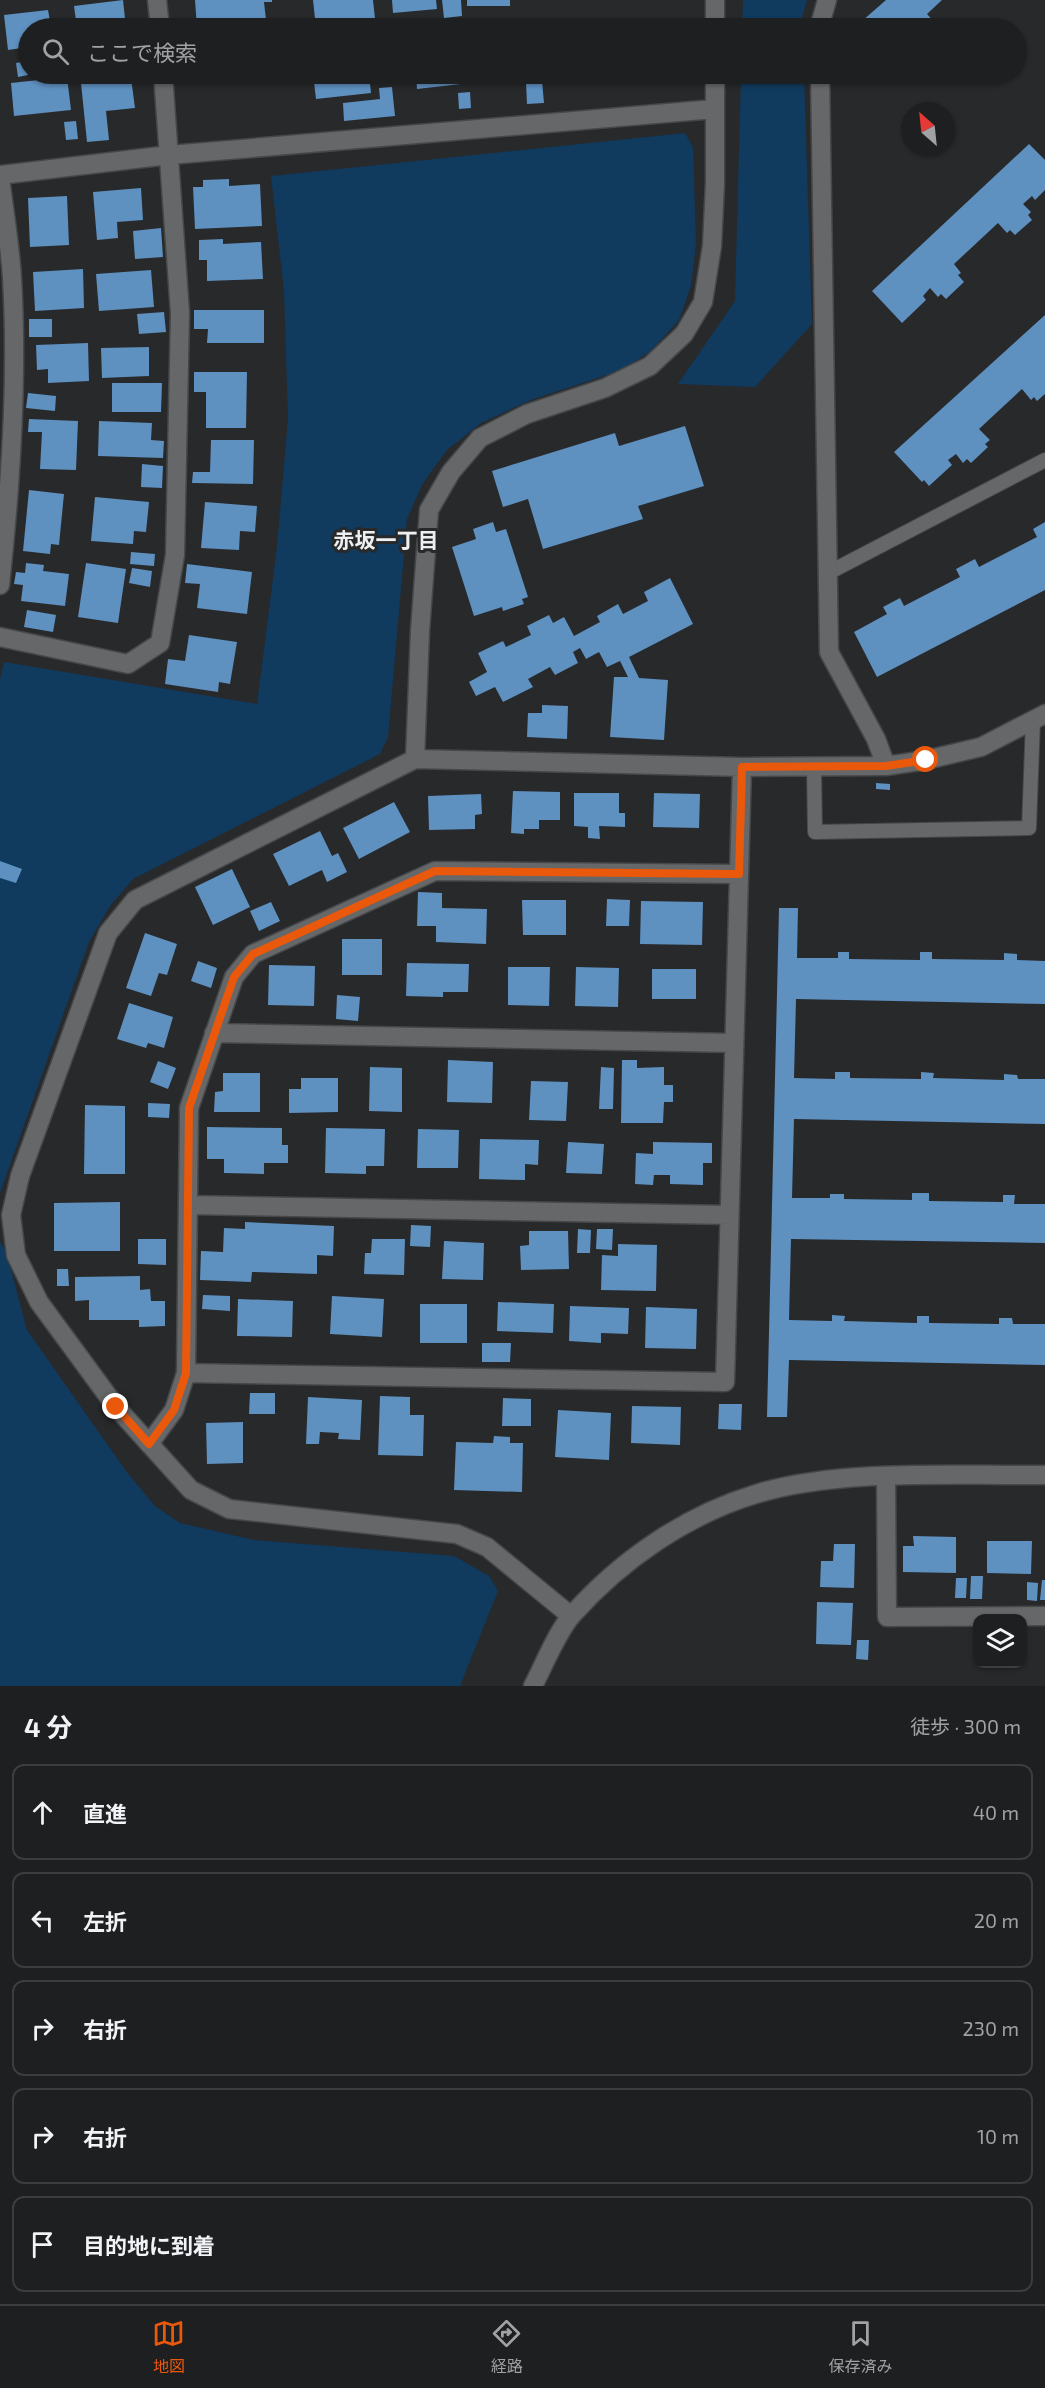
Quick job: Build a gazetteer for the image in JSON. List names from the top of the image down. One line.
{"districts":["赤坂一丁目"],"north":"top left","page":{"search":"ここで検索","heading":["4 分","徒歩 · 300 m"],"list":[["直進","40 m"],["左折","20 m"],["右折","230 m"],["右折","10 m"],"目的地に到着"],"nav":["地図","経路","保存済み"]}}
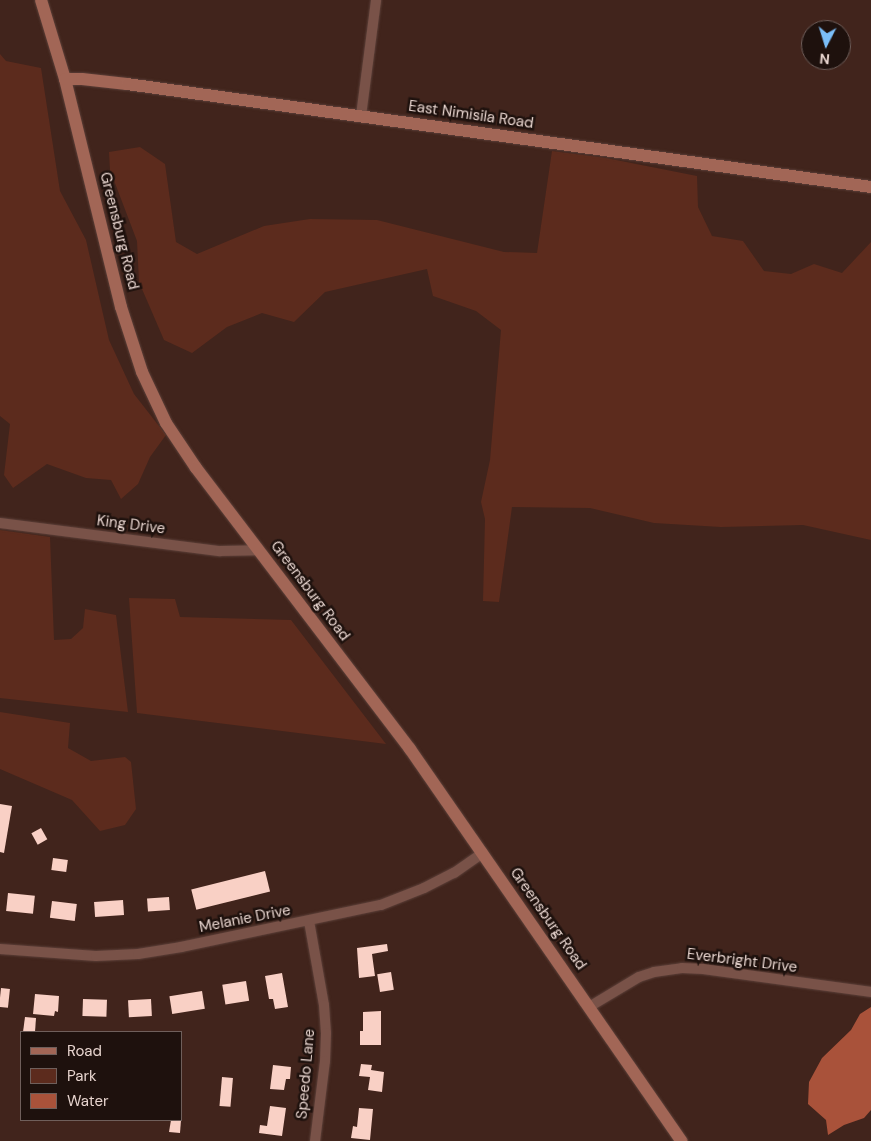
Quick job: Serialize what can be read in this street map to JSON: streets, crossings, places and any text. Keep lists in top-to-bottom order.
{
  "streets": {
    "main road": ["East Nimisila Road", "Greensburg Road"],
    "street": [
      "King Drive",
      "Melanie Drive",
      "Everbright Drive",
      "Speedo Lane"
    ]
  },
  "crossings": [
    ["East Nimisila Road", "Greensburg Road"],
    ["Greensburg Road", "King Drive"],
    ["Greensburg Road", "Melanie Drive"],
    ["Greensburg Road", "Everbright Drive"],
    ["Melanie Drive", "Speedo Lane"]
  ],
  "legend": ["Road", "Park", "Water"],
  "north": "bottom"
}
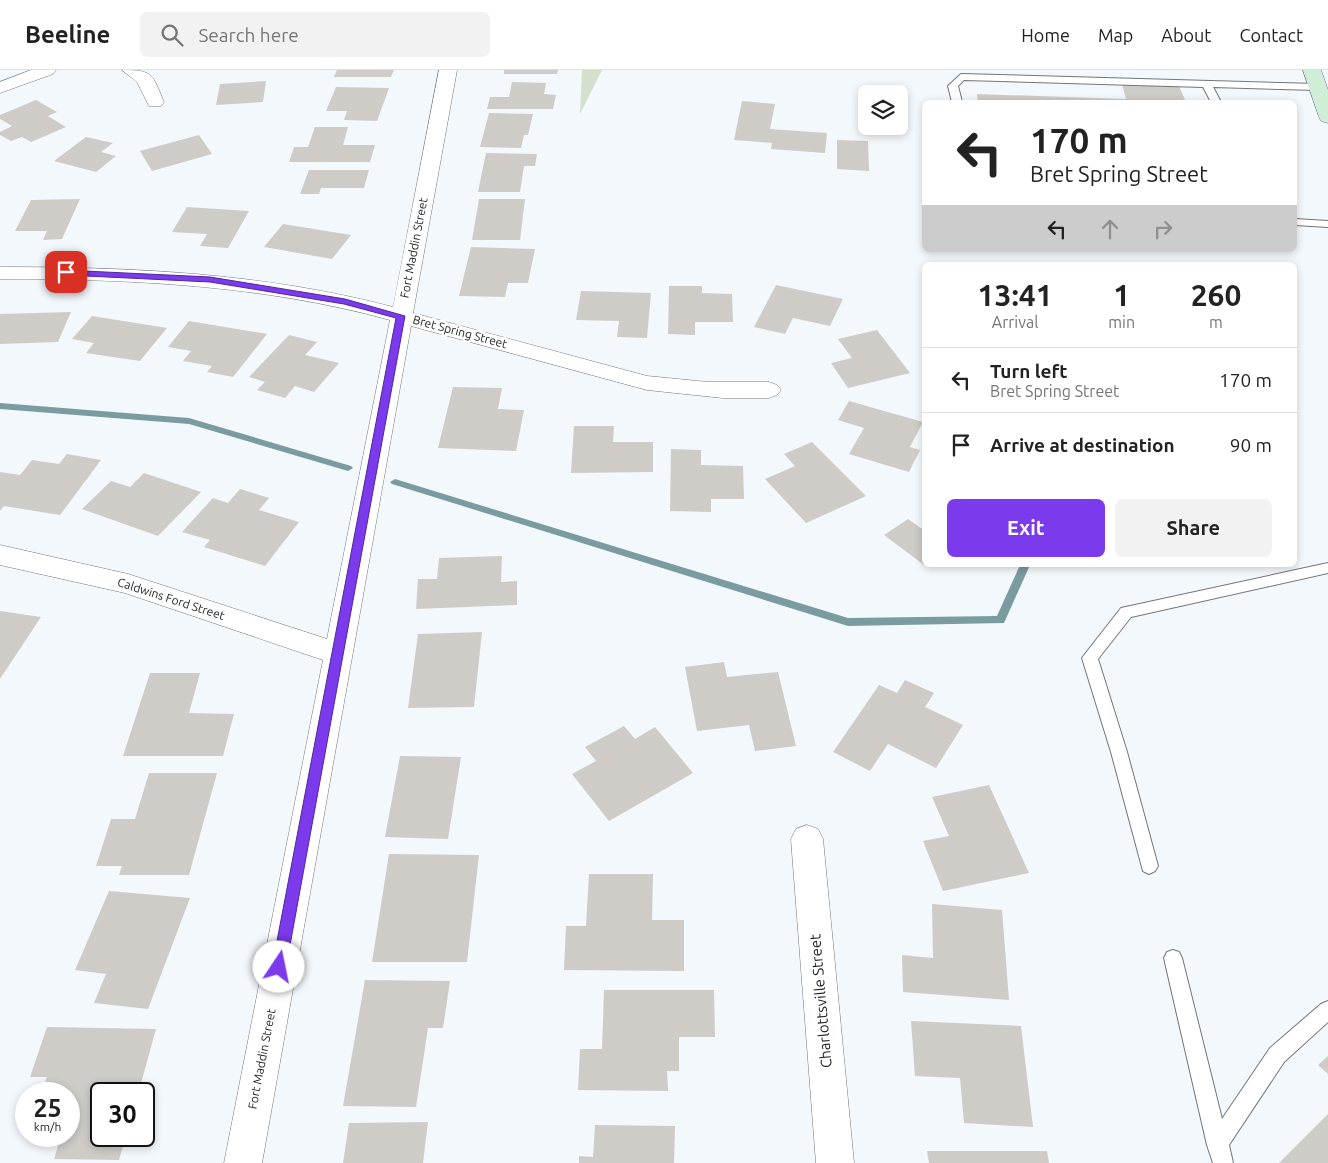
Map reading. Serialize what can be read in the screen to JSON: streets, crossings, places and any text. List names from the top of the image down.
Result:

__Instructions to follow__.
Every record above must be printed exactly, except for its images.

__The answer__.
Quick job: Build a gazetteer for the image in JSON. List names from the top of the image down. One line.
{"districts":["赤坂一丁目"],"north":"top left","page":{"search":"ここで検索","heading":["4 分","徒歩 · 300 m"],"list":[["直進","40 m"],["左折","20 m"],["右折","230 m"],["右折","10 m"],"目的地に到着"],"nav":["地図","経路","保存済み"]}}
Quick job: Serialize what can be read in this street map to JSON: streets, crossings, places and any text. Keep lists in top-to-bottom order.
{
  "streets": {
    "main road": ["East Nimisila Road", "Greensburg Road"],
    "street": [
      "King Drive",
      "Melanie Drive",
      "Everbright Drive",
      "Speedo Lane"
    ]
  },
  "crossings": [
    ["East Nimisila Road", "Greensburg Road"],
    ["Greensburg Road", "King Drive"],
    ["Greensburg Road", "Melanie Drive"],
    ["Greensburg Road", "Everbright Drive"],
    ["Melanie Drive", "Speedo Lane"]
  ],
  "legend": ["Road", "Park", "Water"],
  "north": "bottom"
}
Map reading. Serialize what can be read in the screen to JSON: streets, crossings, places and any text. List names from the top of the image down.
Result:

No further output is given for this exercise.